§ **Directions for this task**
Could you return every line of the records below that contains the word "Detect"?

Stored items
○ ○ ○ ○ ○

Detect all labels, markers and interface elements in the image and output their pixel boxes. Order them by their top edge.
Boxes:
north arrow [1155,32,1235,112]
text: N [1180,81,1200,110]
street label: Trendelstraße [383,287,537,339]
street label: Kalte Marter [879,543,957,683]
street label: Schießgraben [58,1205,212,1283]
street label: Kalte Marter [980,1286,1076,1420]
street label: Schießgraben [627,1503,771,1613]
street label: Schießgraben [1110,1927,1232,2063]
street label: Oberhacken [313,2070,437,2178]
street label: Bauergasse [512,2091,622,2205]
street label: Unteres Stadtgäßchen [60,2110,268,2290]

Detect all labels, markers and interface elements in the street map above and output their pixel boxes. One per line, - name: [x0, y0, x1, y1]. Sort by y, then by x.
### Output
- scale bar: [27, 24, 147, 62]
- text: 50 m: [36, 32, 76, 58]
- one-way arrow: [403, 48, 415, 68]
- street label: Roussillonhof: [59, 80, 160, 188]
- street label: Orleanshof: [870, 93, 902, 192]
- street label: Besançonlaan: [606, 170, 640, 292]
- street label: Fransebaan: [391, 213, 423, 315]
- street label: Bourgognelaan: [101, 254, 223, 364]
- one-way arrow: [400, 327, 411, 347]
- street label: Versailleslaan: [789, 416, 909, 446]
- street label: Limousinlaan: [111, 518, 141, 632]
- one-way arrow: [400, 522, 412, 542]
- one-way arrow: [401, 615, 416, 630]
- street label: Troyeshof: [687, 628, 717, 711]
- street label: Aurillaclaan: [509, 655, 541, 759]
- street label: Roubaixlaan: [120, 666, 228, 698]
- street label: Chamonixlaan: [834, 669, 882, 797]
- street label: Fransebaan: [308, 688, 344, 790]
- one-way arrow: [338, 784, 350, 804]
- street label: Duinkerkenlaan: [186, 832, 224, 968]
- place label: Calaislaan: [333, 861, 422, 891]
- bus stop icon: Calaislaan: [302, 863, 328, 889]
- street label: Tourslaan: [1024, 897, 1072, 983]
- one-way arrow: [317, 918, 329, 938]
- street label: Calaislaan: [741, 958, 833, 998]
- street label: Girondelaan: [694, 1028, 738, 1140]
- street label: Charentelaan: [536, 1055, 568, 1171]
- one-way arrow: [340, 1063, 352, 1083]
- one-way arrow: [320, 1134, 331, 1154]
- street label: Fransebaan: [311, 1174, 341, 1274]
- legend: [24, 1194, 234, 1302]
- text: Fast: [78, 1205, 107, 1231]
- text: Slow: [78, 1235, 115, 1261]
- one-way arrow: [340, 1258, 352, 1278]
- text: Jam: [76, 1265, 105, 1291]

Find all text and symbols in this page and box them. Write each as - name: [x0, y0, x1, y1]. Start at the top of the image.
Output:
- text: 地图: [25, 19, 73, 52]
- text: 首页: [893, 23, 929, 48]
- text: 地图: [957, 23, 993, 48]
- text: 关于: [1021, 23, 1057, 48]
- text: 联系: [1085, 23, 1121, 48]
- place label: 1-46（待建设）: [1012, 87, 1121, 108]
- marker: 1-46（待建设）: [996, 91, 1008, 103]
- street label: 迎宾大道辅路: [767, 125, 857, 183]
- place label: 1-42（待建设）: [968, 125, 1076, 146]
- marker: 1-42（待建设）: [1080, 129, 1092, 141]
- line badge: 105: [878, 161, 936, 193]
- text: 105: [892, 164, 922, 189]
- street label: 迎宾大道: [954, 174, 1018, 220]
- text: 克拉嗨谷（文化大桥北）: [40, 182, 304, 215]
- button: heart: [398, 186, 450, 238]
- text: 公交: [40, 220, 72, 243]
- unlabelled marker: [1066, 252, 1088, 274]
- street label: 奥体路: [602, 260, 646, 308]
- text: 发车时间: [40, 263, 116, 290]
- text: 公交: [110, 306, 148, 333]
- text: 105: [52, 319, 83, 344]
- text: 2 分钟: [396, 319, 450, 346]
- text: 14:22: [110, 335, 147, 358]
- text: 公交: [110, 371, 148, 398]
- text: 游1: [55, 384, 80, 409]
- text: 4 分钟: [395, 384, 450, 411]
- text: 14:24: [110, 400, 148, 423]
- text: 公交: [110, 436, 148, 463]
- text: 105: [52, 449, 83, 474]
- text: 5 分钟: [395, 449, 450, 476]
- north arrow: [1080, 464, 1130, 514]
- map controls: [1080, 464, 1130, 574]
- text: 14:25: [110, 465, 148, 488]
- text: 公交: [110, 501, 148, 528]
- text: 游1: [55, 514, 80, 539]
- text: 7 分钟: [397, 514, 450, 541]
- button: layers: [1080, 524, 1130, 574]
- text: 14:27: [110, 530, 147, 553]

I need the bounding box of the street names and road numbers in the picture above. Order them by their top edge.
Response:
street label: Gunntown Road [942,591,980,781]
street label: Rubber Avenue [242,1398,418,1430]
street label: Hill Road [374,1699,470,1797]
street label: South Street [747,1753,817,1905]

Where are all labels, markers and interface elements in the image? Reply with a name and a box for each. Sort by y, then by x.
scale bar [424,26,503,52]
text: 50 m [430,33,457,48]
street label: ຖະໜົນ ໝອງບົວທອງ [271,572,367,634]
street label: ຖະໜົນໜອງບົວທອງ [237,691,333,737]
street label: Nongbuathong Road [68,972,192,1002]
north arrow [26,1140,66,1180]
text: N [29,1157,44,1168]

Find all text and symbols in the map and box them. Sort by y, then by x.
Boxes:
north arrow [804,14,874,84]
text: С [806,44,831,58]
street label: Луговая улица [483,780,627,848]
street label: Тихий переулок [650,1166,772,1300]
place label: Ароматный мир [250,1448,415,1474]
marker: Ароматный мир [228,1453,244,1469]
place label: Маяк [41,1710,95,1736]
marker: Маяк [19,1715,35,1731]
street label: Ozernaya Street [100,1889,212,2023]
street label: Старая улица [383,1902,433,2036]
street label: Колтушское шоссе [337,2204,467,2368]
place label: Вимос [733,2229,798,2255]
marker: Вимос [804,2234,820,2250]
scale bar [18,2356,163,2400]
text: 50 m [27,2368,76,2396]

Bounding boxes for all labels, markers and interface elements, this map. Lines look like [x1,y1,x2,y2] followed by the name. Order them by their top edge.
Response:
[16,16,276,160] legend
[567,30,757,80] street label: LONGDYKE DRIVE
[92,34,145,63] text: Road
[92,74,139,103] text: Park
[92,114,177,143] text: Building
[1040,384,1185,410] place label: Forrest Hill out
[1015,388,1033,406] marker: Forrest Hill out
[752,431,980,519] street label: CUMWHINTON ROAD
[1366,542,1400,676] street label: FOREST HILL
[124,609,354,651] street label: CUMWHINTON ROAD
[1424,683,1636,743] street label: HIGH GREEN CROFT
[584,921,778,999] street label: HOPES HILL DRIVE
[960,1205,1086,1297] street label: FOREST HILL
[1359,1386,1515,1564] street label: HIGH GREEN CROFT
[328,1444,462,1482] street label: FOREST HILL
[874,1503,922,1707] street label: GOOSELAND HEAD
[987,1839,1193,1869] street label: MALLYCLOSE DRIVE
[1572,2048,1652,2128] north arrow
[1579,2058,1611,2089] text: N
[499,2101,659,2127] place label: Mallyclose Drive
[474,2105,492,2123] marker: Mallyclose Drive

○ ○ ○ ○ ○

§ **Task response**
Detect all labels, markers and interface elements in the image and output their pixel boxes. Order them by their top edge.
Detect all labels, markers and interface elements in the street map above and output their pixel boxes. One per line, - name: [x0, y0, x1, y1]. Sort by y, then by x.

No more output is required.